Ci stava girando troppo intorno e non era da lui.

- Intendevo che magari potresti passare il tuo tempo con lui anche quando non ci sono i ragazzi. È quello il momento peggiore, quando non ha nessuno accanto, e sarebbe importante avere un sostegno costante. –

Mi accigliai.

Dal discorso che stava facendo sembrava che ci avesse pensato a lungo e mi domandai se non ne avesse già discusso abbondantemente anche con mio padre e Andrew.

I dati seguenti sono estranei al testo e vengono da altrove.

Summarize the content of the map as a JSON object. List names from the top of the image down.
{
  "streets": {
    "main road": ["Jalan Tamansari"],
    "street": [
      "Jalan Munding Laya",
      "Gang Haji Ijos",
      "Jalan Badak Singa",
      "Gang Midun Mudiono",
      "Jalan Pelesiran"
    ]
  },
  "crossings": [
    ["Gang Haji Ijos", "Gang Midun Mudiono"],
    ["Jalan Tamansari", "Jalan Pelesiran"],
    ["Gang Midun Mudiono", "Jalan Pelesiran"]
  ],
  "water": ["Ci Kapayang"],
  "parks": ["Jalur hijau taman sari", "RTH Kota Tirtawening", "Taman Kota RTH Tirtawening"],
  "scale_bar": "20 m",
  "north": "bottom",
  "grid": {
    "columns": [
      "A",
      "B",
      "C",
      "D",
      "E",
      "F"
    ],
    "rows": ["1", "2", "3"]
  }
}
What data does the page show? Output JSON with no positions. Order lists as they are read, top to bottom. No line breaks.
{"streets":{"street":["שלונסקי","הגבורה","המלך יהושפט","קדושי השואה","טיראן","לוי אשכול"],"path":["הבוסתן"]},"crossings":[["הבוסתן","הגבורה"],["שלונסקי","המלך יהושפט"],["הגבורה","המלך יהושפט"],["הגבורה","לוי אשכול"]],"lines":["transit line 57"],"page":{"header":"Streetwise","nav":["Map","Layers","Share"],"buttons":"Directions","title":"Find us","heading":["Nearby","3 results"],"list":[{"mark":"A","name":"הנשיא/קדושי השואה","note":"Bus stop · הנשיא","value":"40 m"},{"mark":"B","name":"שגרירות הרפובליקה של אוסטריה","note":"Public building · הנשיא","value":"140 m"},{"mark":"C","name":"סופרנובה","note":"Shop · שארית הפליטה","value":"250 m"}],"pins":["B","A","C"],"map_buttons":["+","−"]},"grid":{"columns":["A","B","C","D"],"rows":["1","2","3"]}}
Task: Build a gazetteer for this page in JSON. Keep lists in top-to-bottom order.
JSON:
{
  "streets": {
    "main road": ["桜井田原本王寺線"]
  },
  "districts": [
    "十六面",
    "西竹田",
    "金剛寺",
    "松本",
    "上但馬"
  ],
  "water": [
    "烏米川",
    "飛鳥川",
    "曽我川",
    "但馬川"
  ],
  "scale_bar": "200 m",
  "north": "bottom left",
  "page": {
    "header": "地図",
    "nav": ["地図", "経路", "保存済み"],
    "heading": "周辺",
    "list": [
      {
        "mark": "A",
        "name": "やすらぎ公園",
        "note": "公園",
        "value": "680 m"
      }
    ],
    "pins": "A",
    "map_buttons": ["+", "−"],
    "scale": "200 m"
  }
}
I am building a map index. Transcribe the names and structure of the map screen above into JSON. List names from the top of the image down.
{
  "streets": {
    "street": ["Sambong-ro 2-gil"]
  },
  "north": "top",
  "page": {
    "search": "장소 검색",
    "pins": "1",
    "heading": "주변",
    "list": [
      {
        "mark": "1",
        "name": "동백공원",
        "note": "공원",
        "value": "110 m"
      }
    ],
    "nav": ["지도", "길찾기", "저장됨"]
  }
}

- In altre parole stai dicendo che dovrei fargli da baby sitter anti droga? –

- Qualcosa del genere. –

Imboccò la strada sulla destra e si affiancò al marciapiede, sistemandosi proprio davanti all'ingresso della scuola. Allungai una mano verso la portiera, presi un respiro profondo e annuii.

- Va bene, posso farlo. –

Il sorriso sollevato di Dante mi spinse a ricambiare a mia volta. La sensazione d'appartenenza dei membri della nostra palestra era totalizzante e Connor era diventato il fratello di ognuno di noi nel momento stesso in cui aveva messo piede lì dentro.

- Sapevo che non ci avresti deluso, Eve. –

Come avevo previsto non era un'idea campata per aria, ne avevano già parlato abbondantemente.

- Avete estratto una pagliuzza per decidere chi doveva essere a chiedermelo oppure hai perso una qualche altra strana sfida? –

Dante ridacchiò.

- Niente del genere, hanno chiesto a me di farlo perché sanno che non riesci mai a tenermi il broncio per troppo tempo e che difficilmente mi avresti preso a calci. –

Avrei voluto allungare una mano e assestargli un pugno sul braccio per via di quel tono compiaciuto come se il fatto di riuscire a rendermi più diplomatica e disponibile fosse un gran vanto. Tuttavia per quanto mi desse fastidio ammetterlo aveva ragione, fin da piccola l'idea di deludere Dante mi aveva sempre suscitato una sensazione fastidiosa alla bocca dello stomaco.